Chances are you've encountered these terms frequently in articles about blockchain, web 3, layer 2, fully-on-chain games, etc. If you search for "ZK-SNARK" on Google, you might come across an explanation like this: The acronym ZK-SNARK stands for Zero-Knowledge Succinct Non-Interactive Argument of Knowledge and refers to a proof construction where one can prove possession of certain information. This can still be very confusing. So, let's break down each word and attempt to provide an informal explanation.
Zero-Knowledge: The prover can convince the verifier that a statement is true without revealing any information beyond the validity of the statement itself.
Succinct: Proofs can be verified within a few milliseconds, with a proof length of only a few hundred bytes, even for statements about programs that are very large.

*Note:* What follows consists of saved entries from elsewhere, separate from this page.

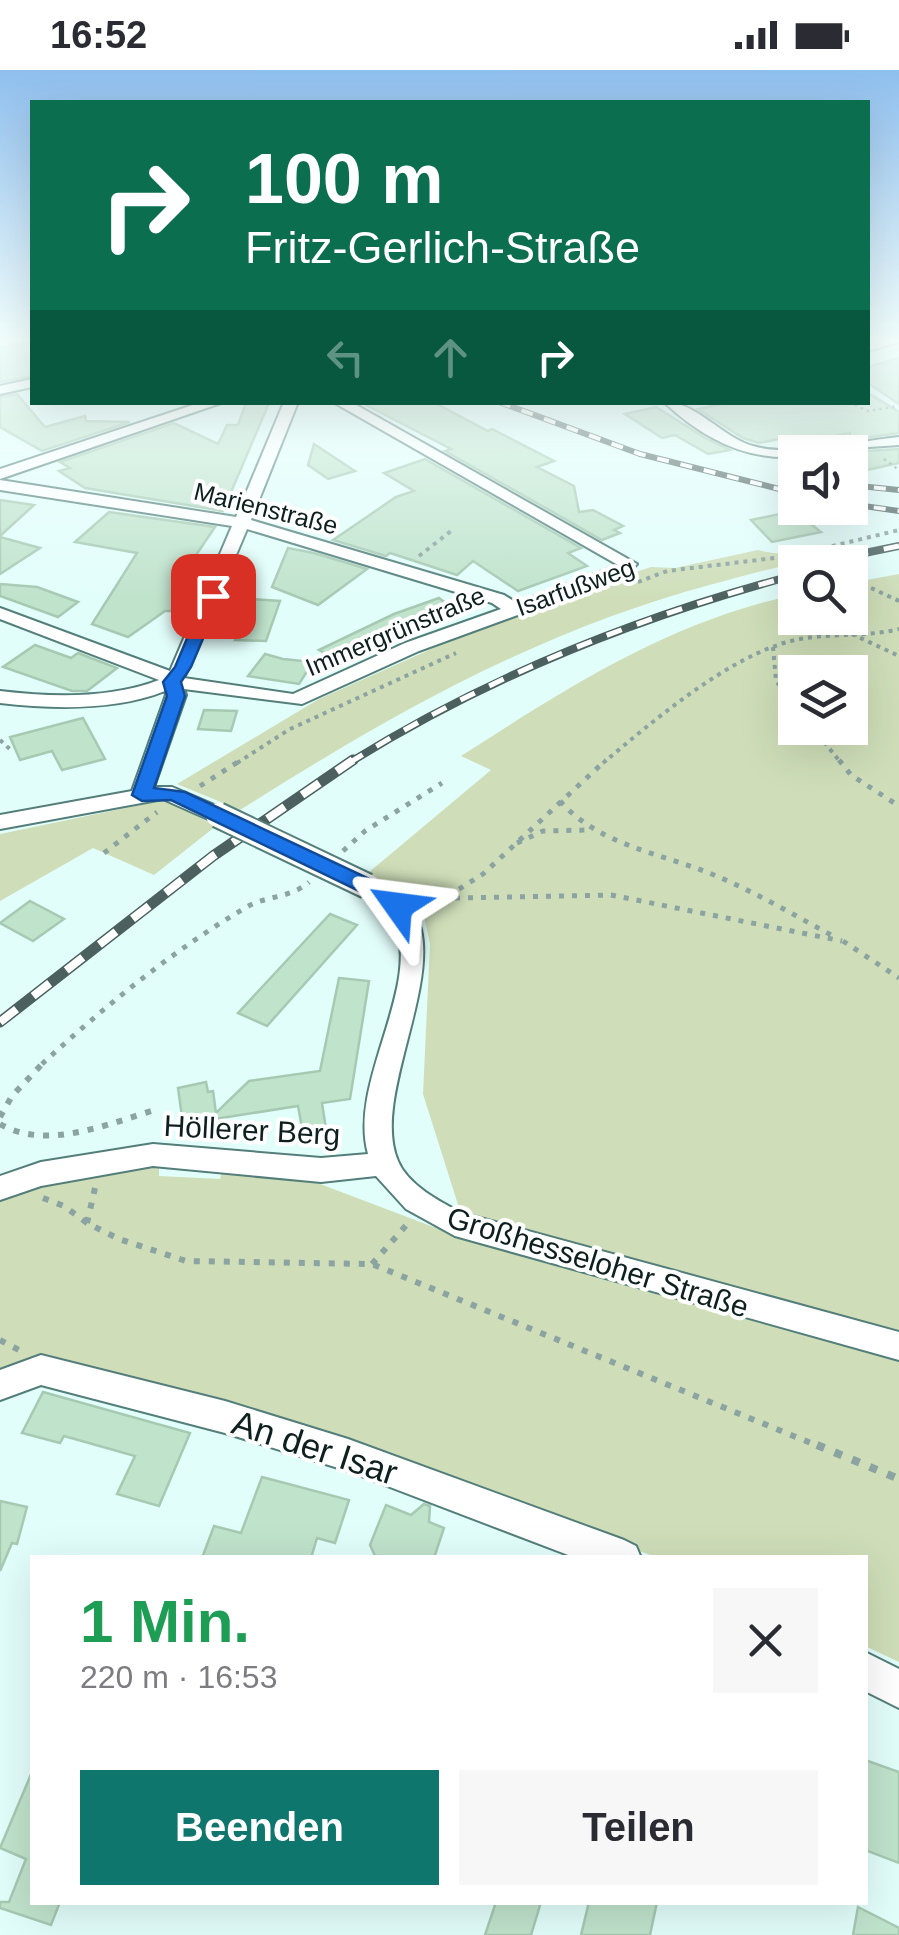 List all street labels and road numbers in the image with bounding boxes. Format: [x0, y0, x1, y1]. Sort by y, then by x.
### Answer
street label: Marienstraße [191, 477, 341, 539]
street label: Isarfußweg [512, 553, 638, 621]
street label: Immergrünstraße [301, 581, 489, 681]
street label: Höllerer Berg [163, 1109, 341, 1151]
street label: Großhesseloher Straße [443, 1200, 753, 1324]
street label: An der Isar [228, 1402, 403, 1492] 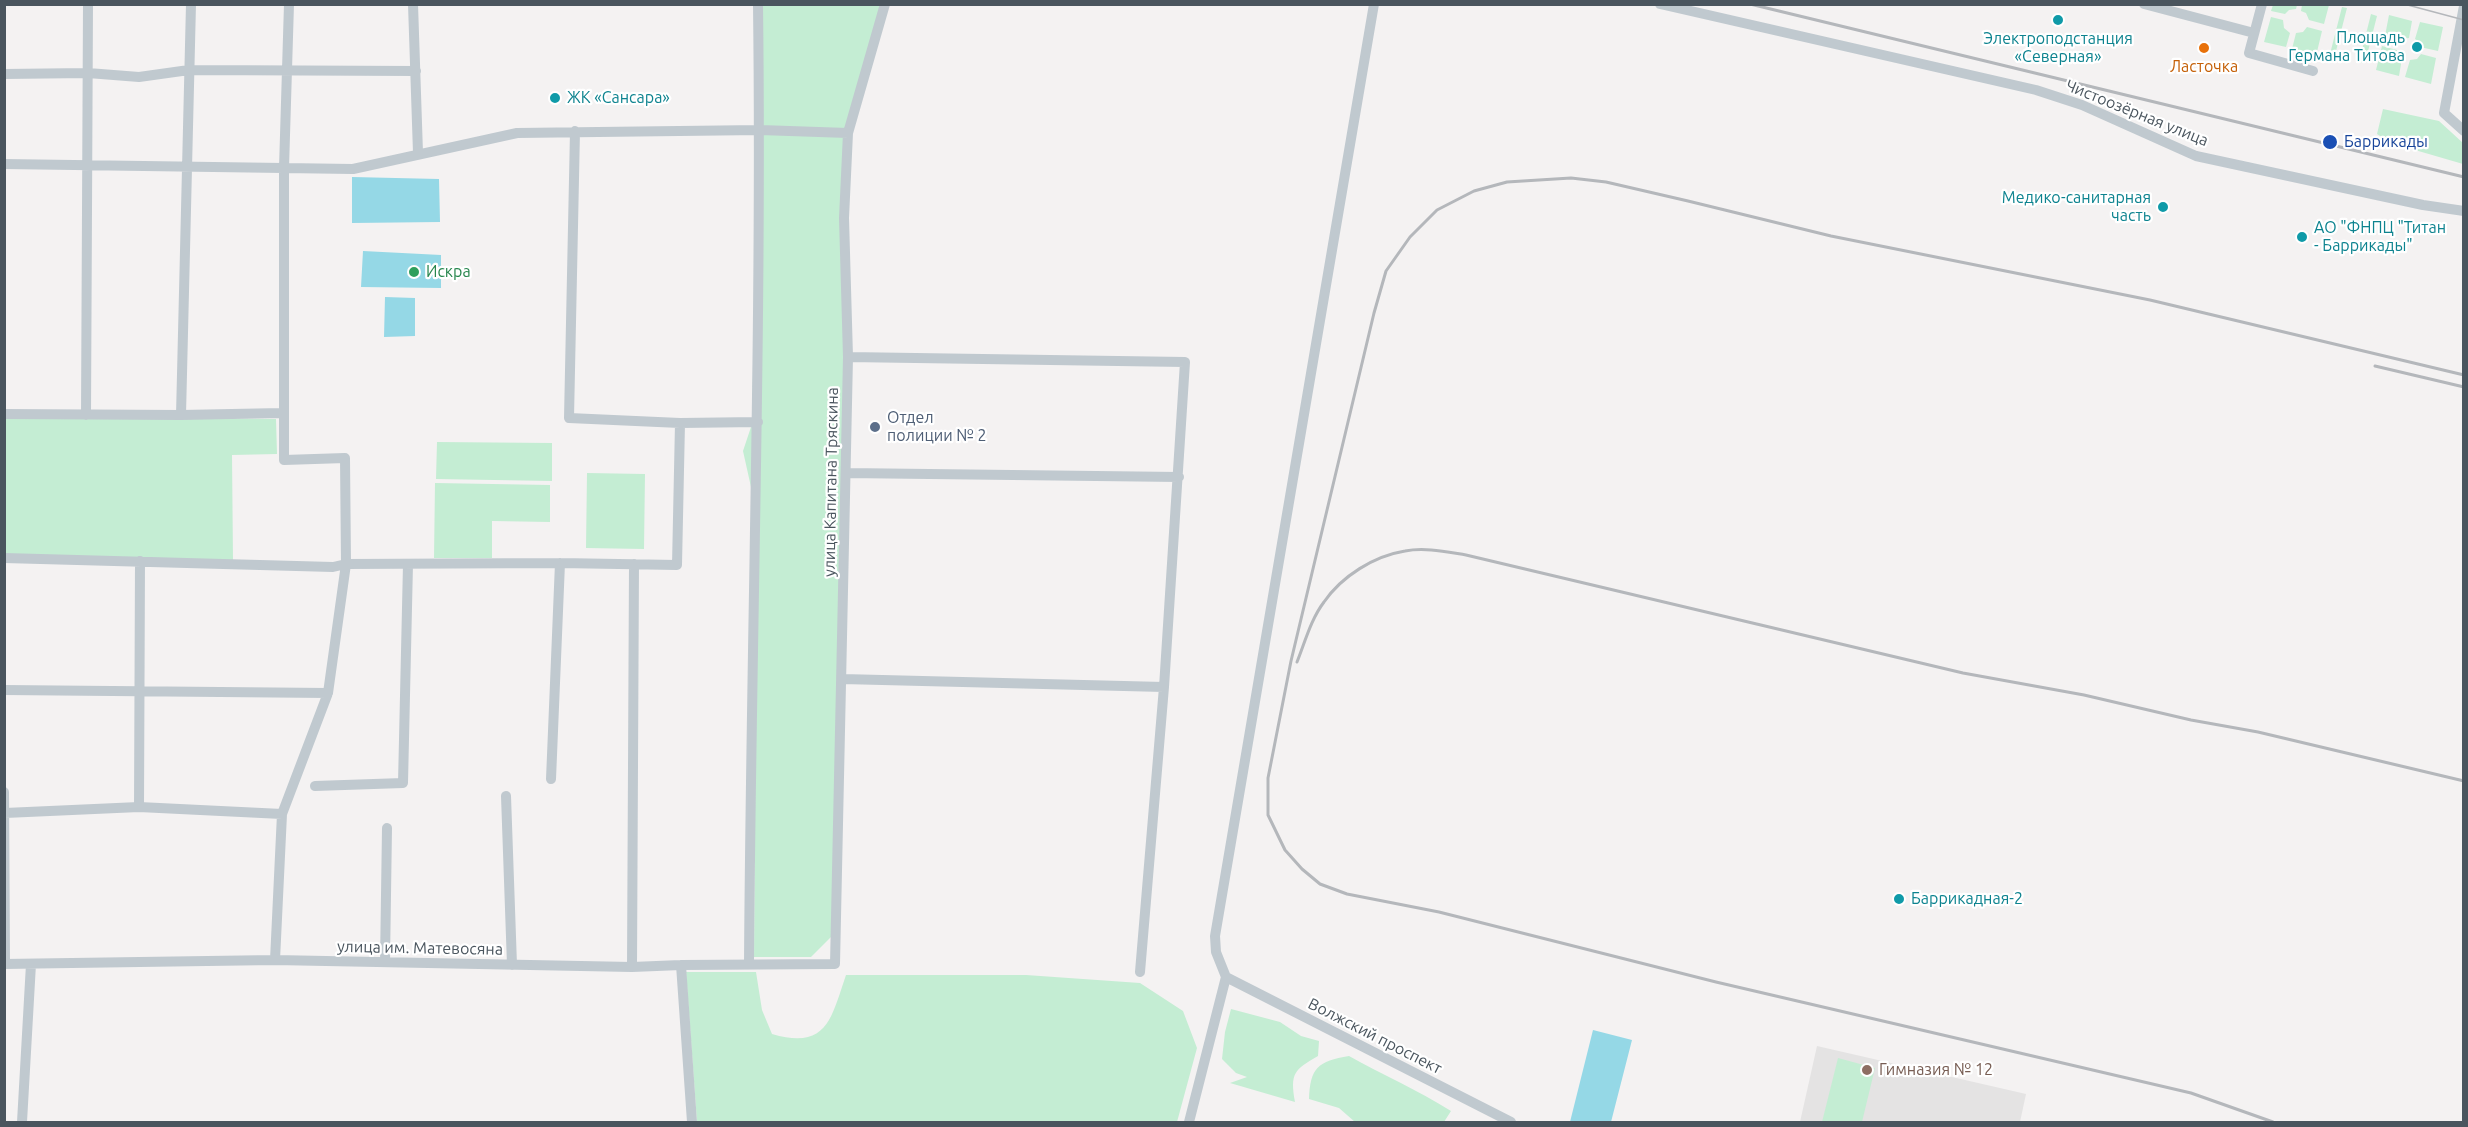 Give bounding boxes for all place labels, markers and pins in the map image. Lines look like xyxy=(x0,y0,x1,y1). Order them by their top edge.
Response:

Technically speaking, if the scale of a statement is C, then the verification time is at most O(log C), and the proof size is also at most O(log C).
Non-Interactive: Proofs can be verified offline at any time once they are generated by the prover. There isn't any interactive process between the verifier and the prover.
Argument of Knowledge: There exists at least one solution if the statement is true, and the verifier will accept it; otherwise, the verifier will reject it.
2. How to build ZK-SNARK?
Almost every ZK-SNARK consists of three parts: arithmetization, a proof system, and a commitment scheme.
Arithmetization: What the prover wants to prove in practice is that they have run some kind of program or algorithm with their private input data, and the public data they claimed is exactly the output data of this program or algorithm. However, in a ZK-SNARK system, which builds its security entirely on algebra, all programs or algorithms need to be represented by some polynomial equations. These polynomial equations should be satisfied if the input data and output data are true, as the prover claimed. So, the problem here is how to convert different programs and algorithms into polynomial equations.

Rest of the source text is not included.